■ **Material to process**:
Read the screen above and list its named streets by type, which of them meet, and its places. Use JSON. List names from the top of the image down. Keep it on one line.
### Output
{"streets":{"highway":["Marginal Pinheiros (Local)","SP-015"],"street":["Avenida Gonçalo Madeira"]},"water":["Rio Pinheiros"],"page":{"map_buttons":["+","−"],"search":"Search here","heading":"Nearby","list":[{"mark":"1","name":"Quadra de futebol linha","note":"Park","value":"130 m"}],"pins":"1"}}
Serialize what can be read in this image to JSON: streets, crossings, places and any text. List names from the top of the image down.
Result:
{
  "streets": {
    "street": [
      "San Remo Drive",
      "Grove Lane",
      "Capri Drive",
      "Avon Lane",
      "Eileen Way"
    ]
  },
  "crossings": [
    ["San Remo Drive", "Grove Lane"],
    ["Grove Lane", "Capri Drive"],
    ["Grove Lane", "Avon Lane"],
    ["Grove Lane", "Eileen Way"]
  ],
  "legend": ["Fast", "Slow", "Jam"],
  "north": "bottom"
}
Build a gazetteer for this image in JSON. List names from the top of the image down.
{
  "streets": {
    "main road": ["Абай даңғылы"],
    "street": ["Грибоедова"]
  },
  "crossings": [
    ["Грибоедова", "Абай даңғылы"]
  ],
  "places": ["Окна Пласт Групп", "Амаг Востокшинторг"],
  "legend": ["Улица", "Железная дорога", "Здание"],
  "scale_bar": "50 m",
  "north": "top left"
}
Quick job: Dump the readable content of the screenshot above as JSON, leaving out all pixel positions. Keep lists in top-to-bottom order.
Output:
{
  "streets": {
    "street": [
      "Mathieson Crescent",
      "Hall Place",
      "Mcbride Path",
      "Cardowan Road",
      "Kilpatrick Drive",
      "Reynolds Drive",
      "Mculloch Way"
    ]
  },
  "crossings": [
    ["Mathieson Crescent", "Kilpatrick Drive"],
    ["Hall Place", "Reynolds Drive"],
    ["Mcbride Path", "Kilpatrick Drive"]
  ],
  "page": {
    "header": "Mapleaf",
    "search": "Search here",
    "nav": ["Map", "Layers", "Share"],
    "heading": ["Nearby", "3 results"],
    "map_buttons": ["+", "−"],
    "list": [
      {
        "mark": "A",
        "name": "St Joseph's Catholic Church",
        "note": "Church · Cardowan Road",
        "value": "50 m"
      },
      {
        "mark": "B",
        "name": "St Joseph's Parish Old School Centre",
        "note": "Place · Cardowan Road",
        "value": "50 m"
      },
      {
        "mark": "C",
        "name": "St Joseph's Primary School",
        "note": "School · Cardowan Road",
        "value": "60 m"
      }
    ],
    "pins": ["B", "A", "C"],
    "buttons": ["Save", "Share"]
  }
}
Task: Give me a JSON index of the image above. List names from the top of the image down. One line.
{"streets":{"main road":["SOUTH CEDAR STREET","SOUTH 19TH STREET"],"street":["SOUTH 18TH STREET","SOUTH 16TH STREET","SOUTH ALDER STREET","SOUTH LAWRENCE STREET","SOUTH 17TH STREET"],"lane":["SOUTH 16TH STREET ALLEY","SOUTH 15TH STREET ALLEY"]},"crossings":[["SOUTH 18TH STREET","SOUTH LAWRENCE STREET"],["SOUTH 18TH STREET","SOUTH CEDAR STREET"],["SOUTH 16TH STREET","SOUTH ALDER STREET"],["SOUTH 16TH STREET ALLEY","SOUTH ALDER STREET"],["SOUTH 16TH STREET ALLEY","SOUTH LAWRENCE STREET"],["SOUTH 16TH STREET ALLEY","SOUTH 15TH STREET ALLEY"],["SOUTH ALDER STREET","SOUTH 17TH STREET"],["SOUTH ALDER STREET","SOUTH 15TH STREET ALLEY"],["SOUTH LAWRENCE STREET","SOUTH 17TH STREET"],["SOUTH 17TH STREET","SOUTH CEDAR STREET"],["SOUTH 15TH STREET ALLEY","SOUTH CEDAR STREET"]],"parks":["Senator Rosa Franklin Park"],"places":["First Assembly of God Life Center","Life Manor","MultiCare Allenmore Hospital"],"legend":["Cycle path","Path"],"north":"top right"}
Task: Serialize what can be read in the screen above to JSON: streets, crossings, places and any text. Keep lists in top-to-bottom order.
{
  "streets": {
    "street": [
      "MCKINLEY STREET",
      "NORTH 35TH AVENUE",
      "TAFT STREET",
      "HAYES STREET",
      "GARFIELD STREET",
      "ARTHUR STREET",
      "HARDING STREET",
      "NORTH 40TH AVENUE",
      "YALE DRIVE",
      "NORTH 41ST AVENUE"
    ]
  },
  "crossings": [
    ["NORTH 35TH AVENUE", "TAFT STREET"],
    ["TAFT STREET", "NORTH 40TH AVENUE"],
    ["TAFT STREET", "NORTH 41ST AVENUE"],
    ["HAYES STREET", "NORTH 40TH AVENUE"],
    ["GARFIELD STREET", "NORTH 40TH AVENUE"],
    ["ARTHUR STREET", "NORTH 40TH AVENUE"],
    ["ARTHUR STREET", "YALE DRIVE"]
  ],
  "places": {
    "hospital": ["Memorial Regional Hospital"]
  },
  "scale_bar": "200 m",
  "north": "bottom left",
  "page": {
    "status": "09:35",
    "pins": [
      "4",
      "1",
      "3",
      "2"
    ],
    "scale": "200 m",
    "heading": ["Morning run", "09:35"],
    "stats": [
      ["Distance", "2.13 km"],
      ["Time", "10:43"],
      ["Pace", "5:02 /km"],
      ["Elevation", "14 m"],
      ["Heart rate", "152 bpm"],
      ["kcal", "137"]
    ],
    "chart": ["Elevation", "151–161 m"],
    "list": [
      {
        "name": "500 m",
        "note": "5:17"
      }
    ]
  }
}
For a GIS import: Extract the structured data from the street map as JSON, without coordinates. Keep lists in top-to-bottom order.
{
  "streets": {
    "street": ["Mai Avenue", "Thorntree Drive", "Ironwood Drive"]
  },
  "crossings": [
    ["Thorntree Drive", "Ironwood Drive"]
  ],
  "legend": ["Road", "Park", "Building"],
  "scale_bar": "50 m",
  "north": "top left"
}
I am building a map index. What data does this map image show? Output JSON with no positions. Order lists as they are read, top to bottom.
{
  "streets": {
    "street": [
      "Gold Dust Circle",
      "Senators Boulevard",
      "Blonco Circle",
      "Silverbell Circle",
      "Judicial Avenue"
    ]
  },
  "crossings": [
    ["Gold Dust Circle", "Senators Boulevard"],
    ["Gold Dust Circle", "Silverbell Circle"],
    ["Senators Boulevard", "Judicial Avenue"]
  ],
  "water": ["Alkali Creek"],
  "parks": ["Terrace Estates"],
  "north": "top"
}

■ **Activity**:
Each line of the listing is to be repeated exactly.

■ **Answer to this problem**:
Read the screen above and list its named streets by type, which of them meet, and its places. Use JSON. List names from the top of the image down. Keep it on one line.
### Output
{"streets":{"highway":["Marginal Pinheiros (Local)","SP-015"],"street":["Avenida Gonçalo Madeira"]},"water":["Rio Pinheiros"],"page":{"map_buttons":["+","−"],"search":"Search here","heading":"Nearby","list":[{"mark":"1","name":"Quadra de futebol linha","note":"Park","value":"130 m"}],"pins":"1"}}
Serialize what can be read in this image to JSON: streets, crossings, places and any text. List names from the top of the image down.
Result:
{
  "streets": {
    "street": [
      "San Remo Drive",
      "Grove Lane",
      "Capri Drive",
      "Avon Lane",
      "Eileen Way"
    ]
  },
  "crossings": [
    ["San Remo Drive", "Grove Lane"],
    ["Grove Lane", "Capri Drive"],
    ["Grove Lane", "Avon Lane"],
    ["Grove Lane", "Eileen Way"]
  ],
  "legend": ["Fast", "Slow", "Jam"],
  "north": "bottom"
}
Build a gazetteer for this image in JSON. List names from the top of the image down.
{
  "streets": {
    "main road": ["Абай даңғылы"],
    "street": ["Грибоедова"]
  },
  "crossings": [
    ["Грибоедова", "Абай даңғылы"]
  ],
  "places": ["Окна Пласт Групп", "Амаг Востокшинторг"],
  "legend": ["Улица", "Железная дорога", "Здание"],
  "scale_bar": "50 m",
  "north": "top left"
}
Quick job: Dump the readable content of the screenshot above as JSON, leaving out all pixel positions. Keep lists in top-to-bottom order.
Output:
{
  "streets": {
    "street": [
      "Mathieson Crescent",
      "Hall Place",
      "Mcbride Path",
      "Cardowan Road",
      "Kilpatrick Drive",
      "Reynolds Drive",
      "Mculloch Way"
    ]
  },
  "crossings": [
    ["Mathieson Crescent", "Kilpatrick Drive"],
    ["Hall Place", "Reynolds Drive"],
    ["Mcbride Path", "Kilpatrick Drive"]
  ],
  "page": {
    "header": "Mapleaf",
    "search": "Search here",
    "nav": ["Map", "Layers", "Share"],
    "heading": ["Nearby", "3 results"],
    "map_buttons": ["+", "−"],
    "list": [
      {
        "mark": "A",
        "name": "St Joseph's Catholic Church",
        "note": "Church · Cardowan Road",
        "value": "50 m"
      },
      {
        "mark": "B",
        "name": "St Joseph's Parish Old School Centre",
        "note": "Place · Cardowan Road",
        "value": "50 m"
      },
      {
        "mark": "C",
        "name": "St Joseph's Primary School",
        "note": "School · Cardowan Road",
        "value": "60 m"
      }
    ],
    "pins": ["B", "A", "C"],
    "buttons": ["Save", "Share"]
  }
}
Task: Give me a JSON index of the image above. List names from the top of the image down. One line.
{"streets":{"main road":["SOUTH CEDAR STREET","SOUTH 19TH STREET"],"street":["SOUTH 18TH STREET","SOUTH 16TH STREET","SOUTH ALDER STREET","SOUTH LAWRENCE STREET","SOUTH 17TH STREET"],"lane":["SOUTH 16TH STREET ALLEY","SOUTH 15TH STREET ALLEY"]},"crossings":[["SOUTH 18TH STREET","SOUTH LAWRENCE STREET"],["SOUTH 18TH STREET","SOUTH CEDAR STREET"],["SOUTH 16TH STREET","SOUTH ALDER STREET"],["SOUTH 16TH STREET ALLEY","SOUTH ALDER STREET"],["SOUTH 16TH STREET ALLEY","SOUTH LAWRENCE STREET"],["SOUTH 16TH STREET ALLEY","SOUTH 15TH STREET ALLEY"],["SOUTH ALDER STREET","SOUTH 17TH STREET"],["SOUTH ALDER STREET","SOUTH 15TH STREET ALLEY"],["SOUTH LAWRENCE STREET","SOUTH 17TH STREET"],["SOUTH 17TH STREET","SOUTH CEDAR STREET"],["SOUTH 15TH STREET ALLEY","SOUTH CEDAR STREET"]],"parks":["Senator Rosa Franklin Park"],"places":["First Assembly of God Life Center","Life Manor","MultiCare Allenmore Hospital"],"legend":["Cycle path","Path"],"north":"top right"}
Task: Serialize what can be read in the screen above to JSON: streets, crossings, places and any text. Keep lists in top-to-bottom order.
{
  "streets": {
    "street": [
      "MCKINLEY STREET",
      "NORTH 35TH AVENUE",
      "TAFT STREET",
      "HAYES STREET",
      "GARFIELD STREET",
      "ARTHUR STREET",
      "HARDING STREET",
      "NORTH 40TH AVENUE",
      "YALE DRIVE",
      "NORTH 41ST AVENUE"
    ]
  },
  "crossings": [
    ["NORTH 35TH AVENUE", "TAFT STREET"],
    ["TAFT STREET", "NORTH 40TH AVENUE"],
    ["TAFT STREET", "NORTH 41ST AVENUE"],
    ["HAYES STREET", "NORTH 40TH AVENUE"],
    ["GARFIELD STREET", "NORTH 40TH AVENUE"],
    ["ARTHUR STREET", "NORTH 40TH AVENUE"],
    ["ARTHUR STREET", "YALE DRIVE"]
  ],
  "places": {
    "hospital": ["Memorial Regional Hospital"]
  },
  "scale_bar": "200 m",
  "north": "bottom left",
  "page": {
    "status": "09:35",
    "pins": [
      "4",
      "1",
      "3",
      "2"
    ],
    "scale": "200 m",
    "heading": ["Morning run", "09:35"],
    "stats": [
      ["Distance", "2.13 km"],
      ["Time", "10:43"],
      ["Pace", "5:02 /km"],
      ["Elevation", "14 m"],
      ["Heart rate", "152 bpm"],
      ["kcal", "137"]
    ],
    "chart": ["Elevation", "151–161 m"],
    "list": [
      {
        "name": "500 m",
        "note": "5:17"
      }
    ]
  }
}
For a GIS import: Extract the structured data from the street map as JSON, without coordinates. Keep lists in top-to-bottom order.
{
  "streets": {
    "street": ["Mai Avenue", "Thorntree Drive", "Ironwood Drive"]
  },
  "crossings": [
    ["Thorntree Drive", "Ironwood Drive"]
  ],
  "legend": ["Road", "Park", "Building"],
  "scale_bar": "50 m",
  "north": "top left"
}
I am building a map index. What data does this map image show? Output JSON with no positions. Order lists as they are read, top to bottom.
{
  "streets": {
    "street": [
      "Gold Dust Circle",
      "Senators Boulevard",
      "Blonco Circle",
      "Silverbell Circle",
      "Judicial Avenue"
    ]
  },
  "crossings": [
    ["Gold Dust Circle", "Senators Boulevard"],
    ["Gold Dust Circle", "Silverbell Circle"],
    ["Senators Boulevard", "Judicial Avenue"]
  ],
  "water": ["Alkali Creek"],
  "parks": ["Terrace Estates"],
  "north": "top"
}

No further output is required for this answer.